* _To do_
The word "Order" marks the lines to copy; find all of them in the entries below.

++++++++

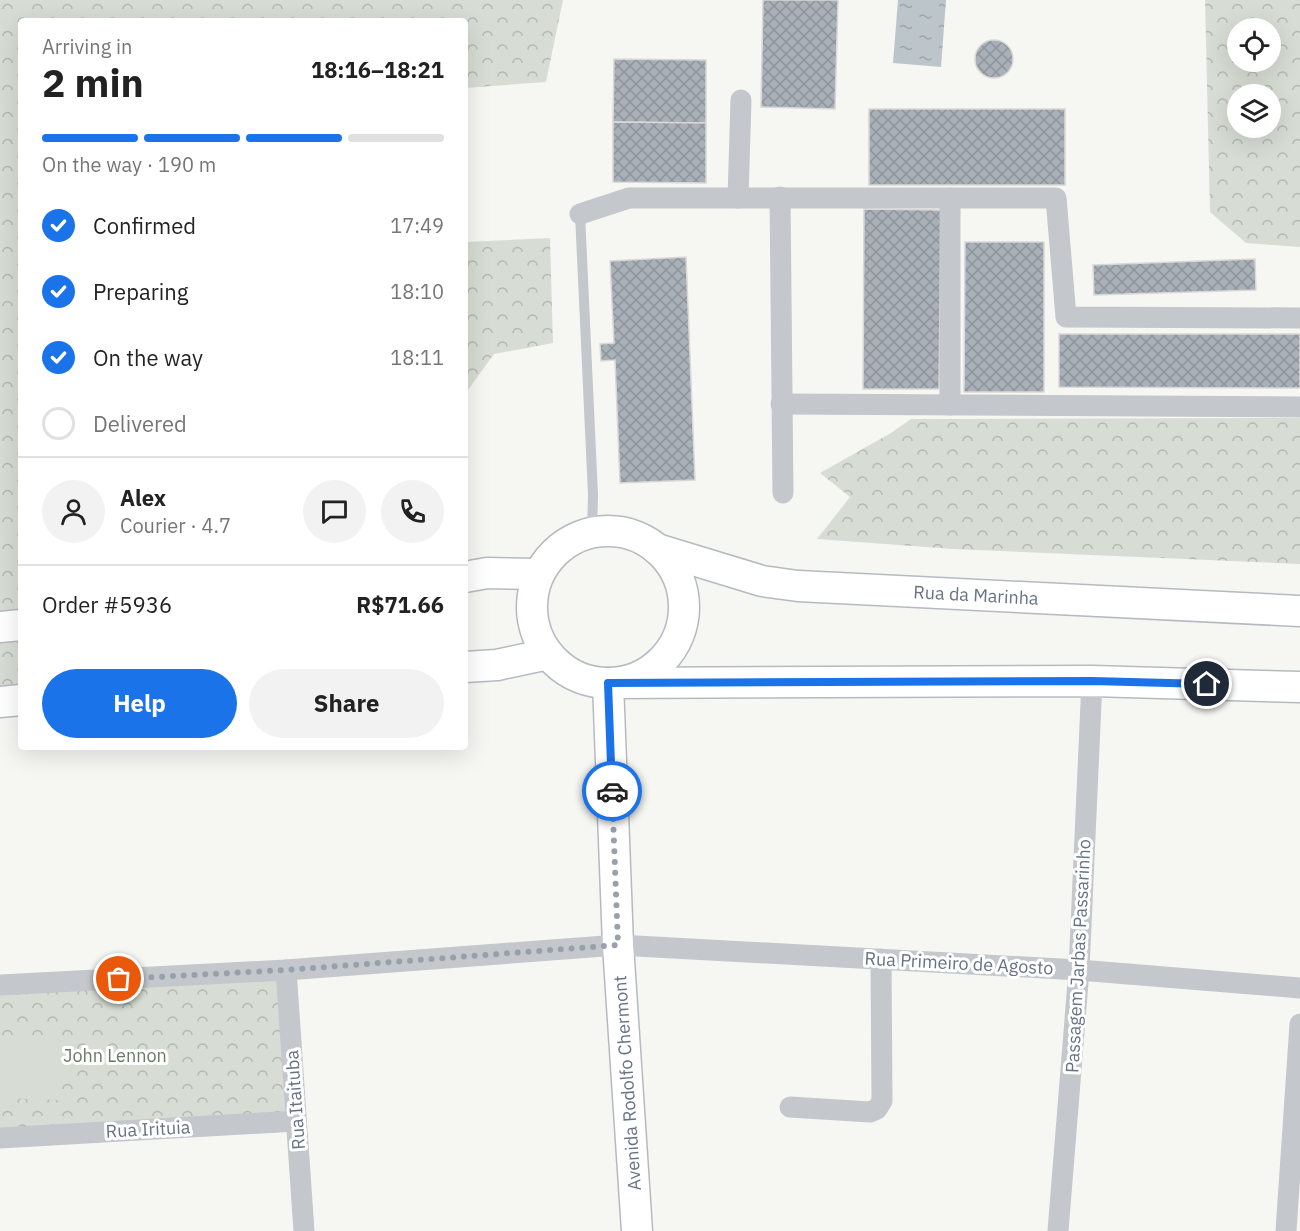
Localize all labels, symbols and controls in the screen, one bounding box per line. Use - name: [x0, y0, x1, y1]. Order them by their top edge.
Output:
- map controls: [1227, 18, 1281, 138]
- button: locate: [1227, 18, 1281, 72]
- text: Arriving in: [42, 33, 132, 60]
- text: 18:16–18:21: [311, 55, 444, 84]
- text: 2 min: [42, 57, 144, 108]
- button: layers: [1227, 84, 1281, 138]
- text: On the way · 190 m: [42, 151, 216, 178]
- icon: check: [42, 209, 75, 242]
- text: Confirmed: [93, 211, 196, 240]
- text: 17:49: [390, 212, 444, 239]
- icon: check: [42, 275, 75, 308]
- text: Preparing: [93, 277, 188, 306]
- text: 18:10: [390, 278, 444, 305]
- icon: check: [42, 341, 75, 374]
- text: On the way: [93, 343, 203, 372]
- text: 18:11: [390, 344, 444, 371]
- text: Delivered: [93, 409, 187, 438]
- button: person: [42, 480, 105, 543]
- button: chat: [303, 480, 366, 543]
- button: phone: [381, 480, 444, 543]
- text: Alex: [120, 483, 166, 512]
- text: Courier · 4.7: [120, 512, 231, 539]
- street label: Rua da Marinha: [913, 580, 1040, 610]
- text: Order #5936: [42, 590, 172, 619]
- text: R$71.66: [356, 590, 444, 619]
- pin: [1181, 658, 1232, 709]
- icon: home: [1190, 667, 1223, 700]
- button: Help: [42, 669, 237, 738]
- button: Share: [249, 669, 444, 738]
- courier: [582, 761, 642, 821]
- icon: car: [596, 775, 629, 808]
- street label: Passagem Jarbas Passarinho: [1060, 839, 1096, 1073]
- street label: Rua Primeiro de Agosto: [864, 947, 1054, 979]
- pin: [93, 953, 144, 1004]
- icon: bag: [102, 962, 135, 995]
- street label: Avenida Rodolfo Chermont: [608, 975, 646, 1191]
- park label: John Lennon: [63, 1044, 167, 1067]
- street label: Rua Itaituba: [280, 1049, 310, 1151]
- street label: Rua Irituia: [105, 1115, 191, 1143]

++++++++

* _Task result_
Localize all labels, symbols and controls in the screen, one bounding box per line. Use - name: [x0, y0, x1, y1]. Order them by their top edge.
- text: Order #5936: [42, 590, 172, 619]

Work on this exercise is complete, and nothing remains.